What you will do
Could you set down the listing below exactly and omit its images?

Records supplied

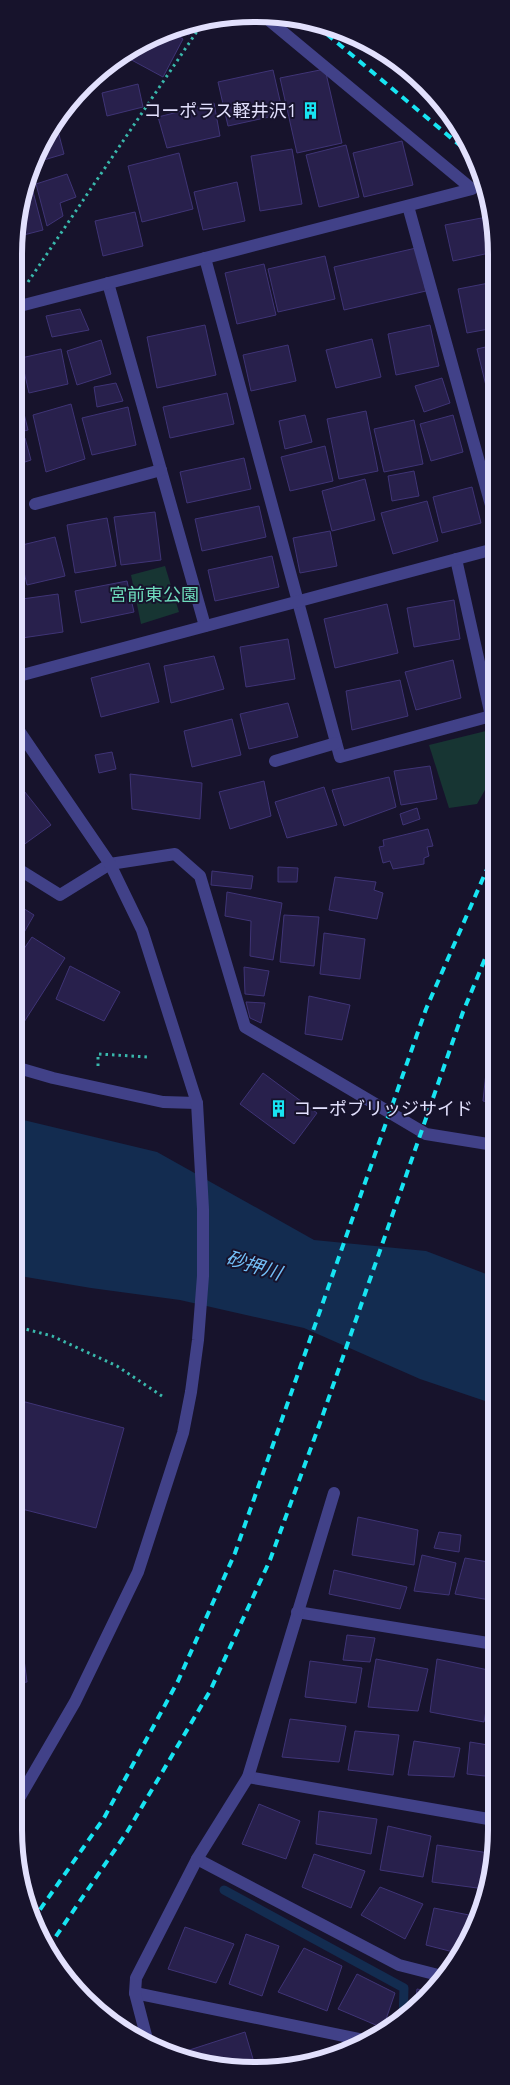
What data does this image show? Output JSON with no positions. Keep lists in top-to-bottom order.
{
  "water": ["砂押川"],
  "parks": ["宮前東公園"],
  "places": {
    "building": ["コーポラス軽井沢1", "コーポブリッジサイド"]
  }
}
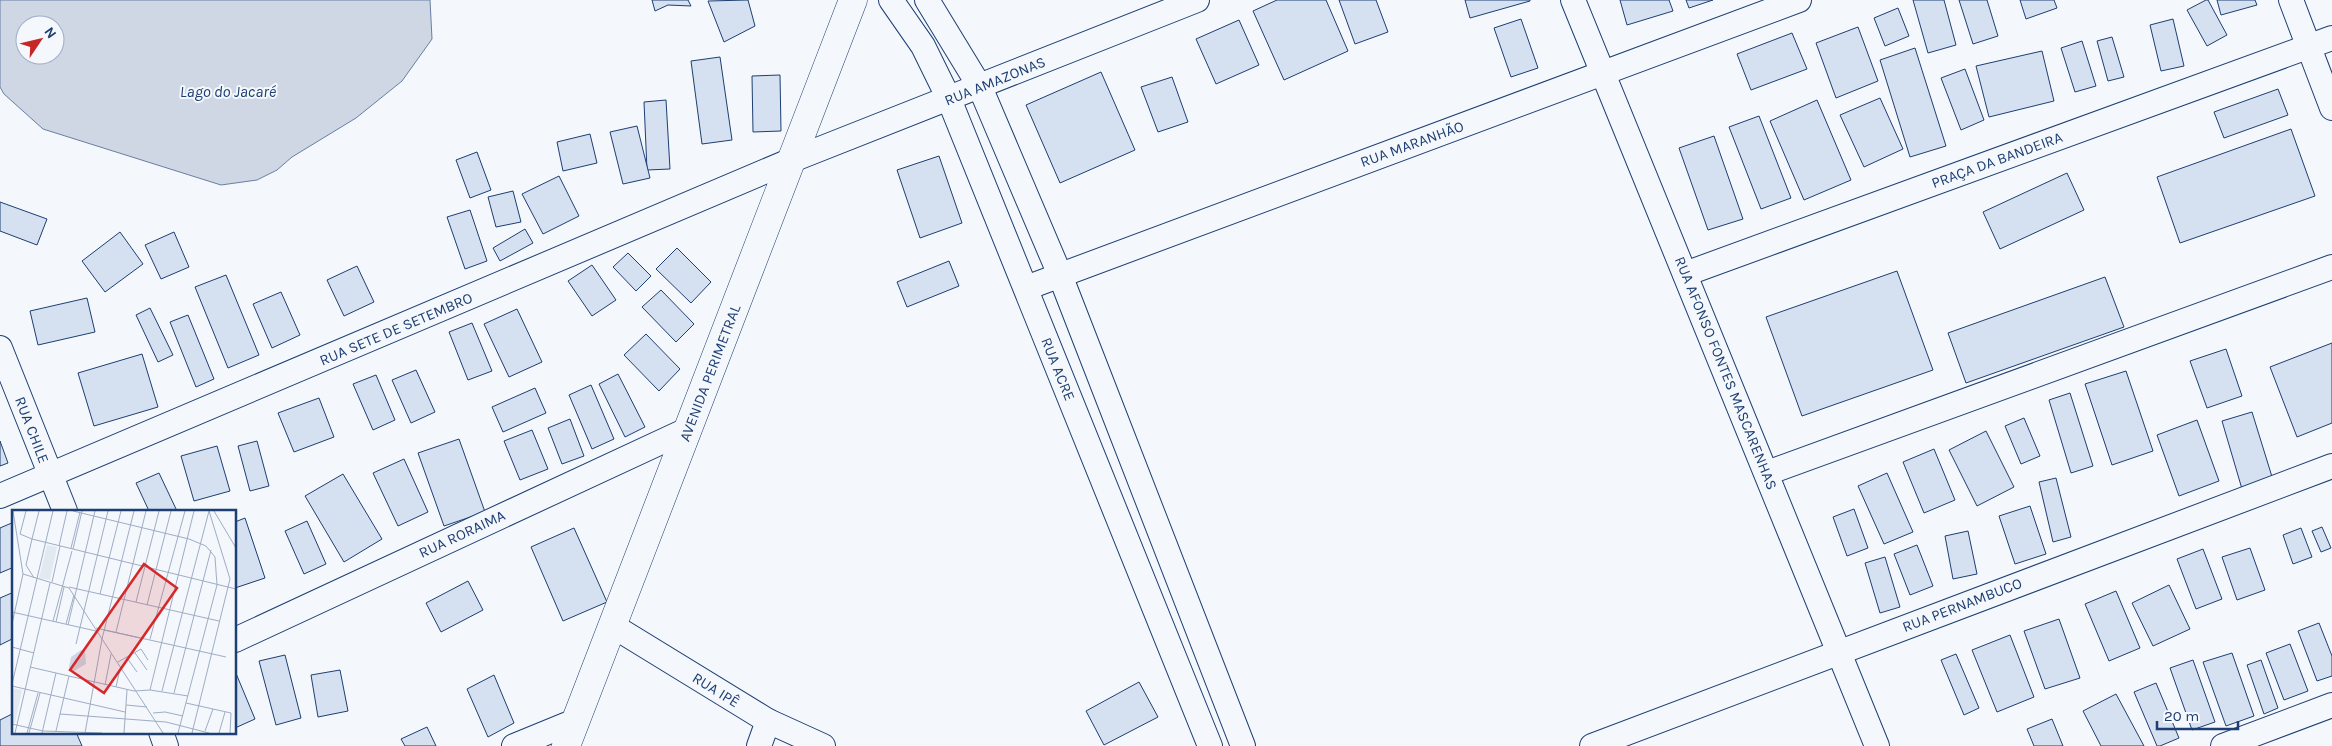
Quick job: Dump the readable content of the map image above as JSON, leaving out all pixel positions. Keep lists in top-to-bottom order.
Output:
{
  "streets": {
    "main road": ["AVENIDA PERIMETRAL"],
    "street": [
      "RUA AMAZONAS",
      "RUA MARANHÃO",
      "PRAÇA DA BANDEIRA",
      "RUA SETE DE SETEMBRO",
      "RUA ACRE",
      "RUA AFONSO FONTES MASCARENHAS",
      "RUA CHILE",
      "RUA RORAIMA",
      "RUA PERNAMBUCO",
      "RUA IPÊ"
    ]
  },
  "crossings": [
    ["RUA AMAZONAS", "RUA SETE DE SETEMBRO"],
    ["RUA AMAZONAS", "RUA ACRE"],
    ["RUA AMAZONAS", "AVENIDA PERIMETRAL"],
    ["RUA MARANHÃO", "RUA ACRE"],
    ["RUA MARANHÃO", "RUA AFONSO FONTES MASCARENHAS"],
    ["PRAÇA DA BANDEIRA", "RUA AFONSO FONTES MASCARENHAS"],
    ["RUA SETE DE SETEMBRO", "AVENIDA PERIMETRAL"],
    ["RUA SETE DE SETEMBRO", "RUA CHILE"],
    ["AVENIDA PERIMETRAL", "RUA RORAIMA"],
    ["AVENIDA PERIMETRAL", "RUA IPÊ"],
    ["RUA AFONSO FONTES MASCARENHAS", "RUA PERNAMBUCO"]
  ],
  "water": ["Lago do Jacaré"],
  "scale_bar": "20 m",
  "north": "top right"
}
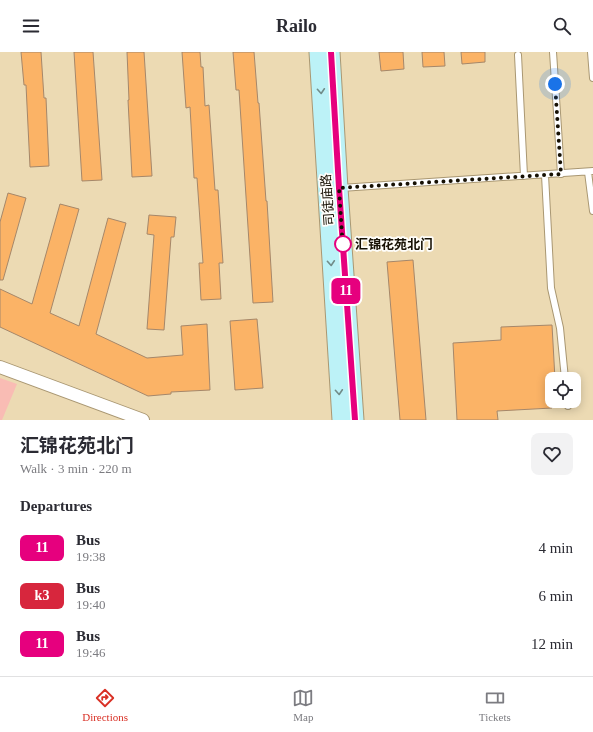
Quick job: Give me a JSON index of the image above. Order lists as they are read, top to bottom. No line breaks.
{"streets":{"main road":["司徒庙路"]},"places":["汇锦花苑北门"],"lines":["bus line 11"],"page":{"header":"Railo","on_map":"11","heading":[["汇锦花苑北门","Walk · 3 min · 220 m"],"Departures"],"list":[{"mark":"11","name":"Bus","note":"19:38","value":"4 min"},{"mark":"k3","name":"Bus","note":"19:40","value":"6 min"},{"mark":"11","name":"Bus","note":"19:46","value":"12 min"}],"tabs":["Directions","Map","Tickets"]}}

Answer to the problem
What data does this image show? Output JSON with no positions. Keep lists in top-to-bottom order.
{
  "water": ["砂押川"],
  "parks": ["宮前東公園"],
  "places": {
    "building": ["コーポラス軽井沢1", "コーポブリッジサイド"]
  }
}
Quick job: Dump the readable content of the map image above as JSON, leaving out all pixel positions. Keep lists in top-to-bottom order.
Output:
{
  "streets": {
    "main road": ["AVENIDA PERIMETRAL"],
    "street": [
      "RUA AMAZONAS",
      "RUA MARANHÃO",
      "PRAÇA DA BANDEIRA",
      "RUA SETE DE SETEMBRO",
      "RUA ACRE",
      "RUA AFONSO FONTES MASCARENHAS",
      "RUA CHILE",
      "RUA RORAIMA",
      "RUA PERNAMBUCO",
      "RUA IPÊ"
    ]
  },
  "crossings": [
    ["RUA AMAZONAS", "RUA SETE DE SETEMBRO"],
    ["RUA AMAZONAS", "RUA ACRE"],
    ["RUA AMAZONAS", "AVENIDA PERIMETRAL"],
    ["RUA MARANHÃO", "RUA ACRE"],
    ["RUA MARANHÃO", "RUA AFONSO FONTES MASCARENHAS"],
    ["PRAÇA DA BANDEIRA", "RUA AFONSO FONTES MASCARENHAS"],
    ["RUA SETE DE SETEMBRO", "AVENIDA PERIMETRAL"],
    ["RUA SETE DE SETEMBRO", "RUA CHILE"],
    ["AVENIDA PERIMETRAL", "RUA RORAIMA"],
    ["AVENIDA PERIMETRAL", "RUA IPÊ"],
    ["RUA AFONSO FONTES MASCARENHAS", "RUA PERNAMBUCO"]
  ],
  "water": ["Lago do Jacaré"],
  "scale_bar": "20 m",
  "north": "top right"
}
Quick job: Give me a JSON index of the image above. Order lists as they are read, top to bottom. No line breaks.
{"streets":{"main road":["司徒庙路"]},"places":["汇锦花苑北门"],"lines":["bus line 11"],"page":{"header":"Railo","on_map":"11","heading":[["汇锦花苑北门","Walk · 3 min · 220 m"],"Departures"],"list":[{"mark":"11","name":"Bus","note":"19:38","value":"4 min"},{"mark":"k3","name":"Bus","note":"19:40","value":"6 min"},{"mark":"11","name":"Bus","note":"19:46","value":"12 min"}],"tabs":["Directions","Map","Tickets"]}}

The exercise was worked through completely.